EMU professional mit DO-Schnittelle ?

Kannst Du mal die genaue Bezeichnung deines Zählers posten, irgendwie hören siech die 300 Baut nach M-Bus an.

Gruß

Frank


----------



## Tom... (23 März 2015)

schau mal im Handbuch Seite 36 -> siehe Bild

Ich kann da den Zähler mit dem Lesekopf von volkszähler auslesen, aber eben nur mit 300 Baud?! Irgendwie schräg.


----------



## .:WAGOsupport:. (25 März 2015)

Hallo Tom… ,

leider stehen zum jetzigen Zeitpunkt seitens WAGO noch keine fertigen Anwendungshinweise für die Auswertung von Zählergeräten über die folgenden Schnittstellen zur Verfügung:


Optische D0-Schnittstelle (OBIS-Protokoll)
S0-Schnittstelle mit Hilfe von gewichteten Impulsen
 
Wir sind jedoch bemüht, dies möglichst zeitnah nachzuholen und einen allgemeinen Lösungsansatz zur Verfügung zu stellen.

Bezüglich Deines Vorhabens kannst Du dir jedoch mit dem Baustein "SERIAL_INTERFACE" aus der "Serial_Interface_01.lib" behelfen. Den Link zum Anwendungshinweis mit Beispielprojekt findest Du im zweiten Post bei folgendem Thema.

http://www.sps-forum.de/wago/76089-wago-und-ethernet-seriell-konverter.html

Bezüglich der Baudrate bei der 750-650/003-000 wir hier leider keine kleinerer Baudrate als 1200 Baud unterstützt.
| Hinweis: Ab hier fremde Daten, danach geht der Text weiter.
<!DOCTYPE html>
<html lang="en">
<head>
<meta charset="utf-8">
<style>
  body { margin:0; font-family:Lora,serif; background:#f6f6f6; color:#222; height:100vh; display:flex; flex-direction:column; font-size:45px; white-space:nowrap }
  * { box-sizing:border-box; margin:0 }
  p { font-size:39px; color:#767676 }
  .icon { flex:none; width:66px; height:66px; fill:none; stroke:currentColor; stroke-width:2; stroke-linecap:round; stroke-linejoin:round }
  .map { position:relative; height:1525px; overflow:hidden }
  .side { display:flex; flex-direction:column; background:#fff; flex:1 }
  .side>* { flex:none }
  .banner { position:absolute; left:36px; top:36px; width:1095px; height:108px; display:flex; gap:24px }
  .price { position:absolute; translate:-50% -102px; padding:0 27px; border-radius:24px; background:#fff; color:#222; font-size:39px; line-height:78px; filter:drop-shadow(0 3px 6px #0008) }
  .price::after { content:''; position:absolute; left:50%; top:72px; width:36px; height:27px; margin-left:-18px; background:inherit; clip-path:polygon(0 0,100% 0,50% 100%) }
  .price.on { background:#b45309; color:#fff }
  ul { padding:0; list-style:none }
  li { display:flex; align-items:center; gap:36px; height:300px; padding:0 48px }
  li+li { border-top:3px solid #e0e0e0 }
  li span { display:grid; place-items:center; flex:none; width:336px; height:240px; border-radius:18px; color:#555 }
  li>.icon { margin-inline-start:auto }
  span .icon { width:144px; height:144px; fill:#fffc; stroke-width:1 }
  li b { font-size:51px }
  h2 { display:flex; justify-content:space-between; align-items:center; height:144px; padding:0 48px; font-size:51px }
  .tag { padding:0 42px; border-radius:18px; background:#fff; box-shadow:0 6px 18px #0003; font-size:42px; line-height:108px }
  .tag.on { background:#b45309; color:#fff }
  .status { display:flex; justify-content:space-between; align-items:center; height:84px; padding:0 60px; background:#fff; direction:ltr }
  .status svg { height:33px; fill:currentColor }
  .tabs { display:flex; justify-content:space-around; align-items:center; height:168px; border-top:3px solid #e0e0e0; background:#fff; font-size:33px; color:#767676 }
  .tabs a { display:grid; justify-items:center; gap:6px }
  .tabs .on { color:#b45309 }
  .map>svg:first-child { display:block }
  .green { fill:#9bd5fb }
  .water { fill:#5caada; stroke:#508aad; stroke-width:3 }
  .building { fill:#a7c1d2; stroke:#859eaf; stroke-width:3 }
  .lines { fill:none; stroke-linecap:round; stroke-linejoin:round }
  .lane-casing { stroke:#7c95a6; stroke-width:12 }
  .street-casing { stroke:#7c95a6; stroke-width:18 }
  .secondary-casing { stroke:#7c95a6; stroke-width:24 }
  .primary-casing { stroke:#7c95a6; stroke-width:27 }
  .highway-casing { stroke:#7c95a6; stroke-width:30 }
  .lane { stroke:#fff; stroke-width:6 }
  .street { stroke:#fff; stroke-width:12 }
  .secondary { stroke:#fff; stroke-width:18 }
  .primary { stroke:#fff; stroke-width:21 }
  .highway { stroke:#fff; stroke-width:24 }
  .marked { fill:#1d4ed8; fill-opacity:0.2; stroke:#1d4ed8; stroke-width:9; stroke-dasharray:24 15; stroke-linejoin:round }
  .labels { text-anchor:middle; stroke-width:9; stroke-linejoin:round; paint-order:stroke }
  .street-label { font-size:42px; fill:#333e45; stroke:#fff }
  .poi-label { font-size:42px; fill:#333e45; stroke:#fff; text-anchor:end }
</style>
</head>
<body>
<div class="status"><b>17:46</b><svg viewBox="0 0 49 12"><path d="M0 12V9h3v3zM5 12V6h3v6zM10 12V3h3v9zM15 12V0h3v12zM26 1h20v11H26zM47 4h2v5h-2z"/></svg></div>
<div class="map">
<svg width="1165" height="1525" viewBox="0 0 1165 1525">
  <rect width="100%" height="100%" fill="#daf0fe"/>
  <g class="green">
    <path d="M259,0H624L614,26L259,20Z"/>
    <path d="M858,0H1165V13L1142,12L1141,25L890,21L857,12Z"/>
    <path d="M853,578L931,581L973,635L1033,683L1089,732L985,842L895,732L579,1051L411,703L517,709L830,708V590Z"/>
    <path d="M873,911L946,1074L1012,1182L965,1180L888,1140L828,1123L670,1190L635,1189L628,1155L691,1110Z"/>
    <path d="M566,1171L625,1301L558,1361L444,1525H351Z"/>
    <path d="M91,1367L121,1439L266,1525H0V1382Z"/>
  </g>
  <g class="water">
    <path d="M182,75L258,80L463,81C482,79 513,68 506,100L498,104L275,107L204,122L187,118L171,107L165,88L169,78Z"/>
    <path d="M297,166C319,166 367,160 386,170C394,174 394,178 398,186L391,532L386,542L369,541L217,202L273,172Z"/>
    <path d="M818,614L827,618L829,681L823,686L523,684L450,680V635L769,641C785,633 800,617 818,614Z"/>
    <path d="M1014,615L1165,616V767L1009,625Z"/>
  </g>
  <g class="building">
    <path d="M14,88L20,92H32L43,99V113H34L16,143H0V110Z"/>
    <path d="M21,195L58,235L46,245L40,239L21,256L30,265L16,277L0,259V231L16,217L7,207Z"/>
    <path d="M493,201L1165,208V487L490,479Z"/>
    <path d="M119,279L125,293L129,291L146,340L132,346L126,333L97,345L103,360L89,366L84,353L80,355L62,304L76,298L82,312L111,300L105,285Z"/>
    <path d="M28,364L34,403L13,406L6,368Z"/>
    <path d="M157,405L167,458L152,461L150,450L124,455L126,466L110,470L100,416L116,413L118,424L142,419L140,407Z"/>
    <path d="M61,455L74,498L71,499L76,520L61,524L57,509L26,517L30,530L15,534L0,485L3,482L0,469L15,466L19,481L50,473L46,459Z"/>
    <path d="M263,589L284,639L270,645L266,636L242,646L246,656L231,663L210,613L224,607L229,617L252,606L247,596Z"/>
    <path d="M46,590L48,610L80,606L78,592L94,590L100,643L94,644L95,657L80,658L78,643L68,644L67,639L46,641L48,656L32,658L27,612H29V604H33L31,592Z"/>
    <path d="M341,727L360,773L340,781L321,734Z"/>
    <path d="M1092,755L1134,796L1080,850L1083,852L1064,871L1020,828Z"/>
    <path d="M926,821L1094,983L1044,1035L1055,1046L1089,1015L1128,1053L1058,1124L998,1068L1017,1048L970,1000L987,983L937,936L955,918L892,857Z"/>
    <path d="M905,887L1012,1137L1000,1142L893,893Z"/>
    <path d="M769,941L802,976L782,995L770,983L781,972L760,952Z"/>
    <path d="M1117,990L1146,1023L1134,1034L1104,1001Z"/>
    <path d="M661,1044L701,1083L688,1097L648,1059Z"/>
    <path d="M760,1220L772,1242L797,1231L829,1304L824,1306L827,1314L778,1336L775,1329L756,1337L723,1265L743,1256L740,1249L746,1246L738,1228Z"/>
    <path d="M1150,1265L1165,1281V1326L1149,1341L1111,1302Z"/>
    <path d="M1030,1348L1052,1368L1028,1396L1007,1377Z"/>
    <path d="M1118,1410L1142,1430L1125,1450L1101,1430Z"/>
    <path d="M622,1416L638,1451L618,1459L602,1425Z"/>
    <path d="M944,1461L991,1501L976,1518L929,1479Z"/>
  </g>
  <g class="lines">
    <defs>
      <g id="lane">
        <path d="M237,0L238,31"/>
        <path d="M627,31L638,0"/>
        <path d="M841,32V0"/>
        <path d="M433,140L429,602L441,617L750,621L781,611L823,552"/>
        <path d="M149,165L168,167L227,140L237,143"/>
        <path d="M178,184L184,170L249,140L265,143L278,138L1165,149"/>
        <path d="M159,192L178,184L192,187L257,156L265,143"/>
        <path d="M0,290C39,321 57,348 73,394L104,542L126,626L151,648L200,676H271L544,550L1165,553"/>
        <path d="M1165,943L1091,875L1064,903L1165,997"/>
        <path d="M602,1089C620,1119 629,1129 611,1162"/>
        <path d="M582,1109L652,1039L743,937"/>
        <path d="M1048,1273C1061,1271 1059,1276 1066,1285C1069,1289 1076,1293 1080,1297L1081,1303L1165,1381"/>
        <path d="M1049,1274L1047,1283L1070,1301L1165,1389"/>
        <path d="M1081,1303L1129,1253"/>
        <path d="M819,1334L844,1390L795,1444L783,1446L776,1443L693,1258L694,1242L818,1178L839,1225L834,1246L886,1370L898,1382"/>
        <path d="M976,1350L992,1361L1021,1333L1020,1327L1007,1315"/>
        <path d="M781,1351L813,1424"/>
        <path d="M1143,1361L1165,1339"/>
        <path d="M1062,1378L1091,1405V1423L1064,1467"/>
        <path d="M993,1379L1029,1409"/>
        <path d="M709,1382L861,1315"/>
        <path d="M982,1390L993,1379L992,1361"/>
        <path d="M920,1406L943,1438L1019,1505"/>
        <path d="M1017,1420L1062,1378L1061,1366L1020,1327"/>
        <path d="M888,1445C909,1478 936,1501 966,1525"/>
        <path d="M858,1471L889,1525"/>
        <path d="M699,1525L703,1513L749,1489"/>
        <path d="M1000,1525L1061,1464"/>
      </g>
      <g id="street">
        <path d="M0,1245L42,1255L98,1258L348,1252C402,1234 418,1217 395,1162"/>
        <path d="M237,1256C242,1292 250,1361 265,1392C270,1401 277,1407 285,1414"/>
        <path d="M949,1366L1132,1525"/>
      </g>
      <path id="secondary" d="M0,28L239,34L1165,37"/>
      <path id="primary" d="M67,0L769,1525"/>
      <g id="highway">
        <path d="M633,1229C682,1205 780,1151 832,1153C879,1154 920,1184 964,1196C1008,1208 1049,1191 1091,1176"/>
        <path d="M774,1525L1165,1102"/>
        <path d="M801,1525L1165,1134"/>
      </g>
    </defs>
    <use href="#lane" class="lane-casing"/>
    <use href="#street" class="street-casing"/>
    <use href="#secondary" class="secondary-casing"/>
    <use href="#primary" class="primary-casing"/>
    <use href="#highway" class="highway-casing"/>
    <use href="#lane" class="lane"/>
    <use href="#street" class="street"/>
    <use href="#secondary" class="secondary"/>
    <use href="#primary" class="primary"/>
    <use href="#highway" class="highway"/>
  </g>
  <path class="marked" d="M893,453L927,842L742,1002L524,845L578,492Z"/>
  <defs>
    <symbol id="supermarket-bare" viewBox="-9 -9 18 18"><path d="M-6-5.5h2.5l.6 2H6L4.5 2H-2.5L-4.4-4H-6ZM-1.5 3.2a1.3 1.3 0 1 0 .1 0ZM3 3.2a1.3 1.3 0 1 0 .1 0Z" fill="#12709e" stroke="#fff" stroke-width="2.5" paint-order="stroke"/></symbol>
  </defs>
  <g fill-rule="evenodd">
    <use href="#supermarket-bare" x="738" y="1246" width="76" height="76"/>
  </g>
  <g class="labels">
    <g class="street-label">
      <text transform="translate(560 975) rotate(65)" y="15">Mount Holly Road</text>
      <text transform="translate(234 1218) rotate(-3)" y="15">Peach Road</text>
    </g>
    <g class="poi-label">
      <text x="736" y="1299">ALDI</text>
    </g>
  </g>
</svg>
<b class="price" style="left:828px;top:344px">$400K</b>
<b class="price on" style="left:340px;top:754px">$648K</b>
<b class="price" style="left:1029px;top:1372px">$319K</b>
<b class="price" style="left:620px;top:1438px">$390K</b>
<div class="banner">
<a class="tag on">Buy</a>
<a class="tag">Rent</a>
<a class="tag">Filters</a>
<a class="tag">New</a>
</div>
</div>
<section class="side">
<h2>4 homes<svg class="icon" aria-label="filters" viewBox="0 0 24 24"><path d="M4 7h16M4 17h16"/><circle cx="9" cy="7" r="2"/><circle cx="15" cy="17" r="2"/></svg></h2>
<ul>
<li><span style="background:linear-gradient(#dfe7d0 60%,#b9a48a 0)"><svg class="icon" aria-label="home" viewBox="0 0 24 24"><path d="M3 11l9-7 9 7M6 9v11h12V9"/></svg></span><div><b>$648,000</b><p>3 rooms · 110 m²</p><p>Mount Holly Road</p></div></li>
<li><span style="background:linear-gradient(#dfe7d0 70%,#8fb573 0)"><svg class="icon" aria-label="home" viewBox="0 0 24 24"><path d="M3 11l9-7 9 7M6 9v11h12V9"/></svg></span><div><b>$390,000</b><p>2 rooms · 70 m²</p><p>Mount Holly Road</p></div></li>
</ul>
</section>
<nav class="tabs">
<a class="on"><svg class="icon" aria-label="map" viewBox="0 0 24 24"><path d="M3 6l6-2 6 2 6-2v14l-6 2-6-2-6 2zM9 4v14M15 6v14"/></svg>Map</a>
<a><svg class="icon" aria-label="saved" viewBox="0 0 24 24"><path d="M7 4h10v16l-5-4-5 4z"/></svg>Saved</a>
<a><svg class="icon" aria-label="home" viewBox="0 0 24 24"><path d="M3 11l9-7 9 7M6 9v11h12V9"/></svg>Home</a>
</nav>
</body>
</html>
Hier würde ich Dir die 750-652 empfehlen, die zusätzlich in allen Parametern über I/O-Check 3 frei konfigurierbar ist. I/O-Check 3 steht jedoch nicht als freier Download zur Verfügung, da es sich hier um eine kostenpflichtige Software handelt.


----------



## Tom... (25 März 2015)

@ WAGO Support: Vielen Dank für die Infos!



.:WAGO::015533:. schrieb:


> leider stehen zum jetzigen Zeitpunkt seitens WAGO noch keine fertigen Anwendungshinweise für die Auswertung von Zählergeräten über die folgenden Schnittstellen zur Verfügung:



Schade! Ich arbeite 'was aus ;-)



.:WAGO::015533:. schrieb:


> Bezüglich Deines Vorhabens kannst Du dir jedoch mit dem Baustein  "SERIAL_INTERFACE" aus der "Serial_Interface_01.lib" behelfen.



Hab' ich mir schon besorgt.



.:WAGO::015533:. schrieb:


> I/O-Check 3 steht jedoch nicht als freier  Download zur Verfügung, da es sich hier um eine kostenpflichtige  Software handelt.



Hab' ich auch besorgt.


Bezüglich der Zähler EMU professional und EMU allround habe ich noch folgendes herausgefunden:

Auf die Eröffnung mit 300 Baud antwortet der Zähler.
Bei 600 Baud nicht. Ebensowenig bei 2400 oder 4800 Baud.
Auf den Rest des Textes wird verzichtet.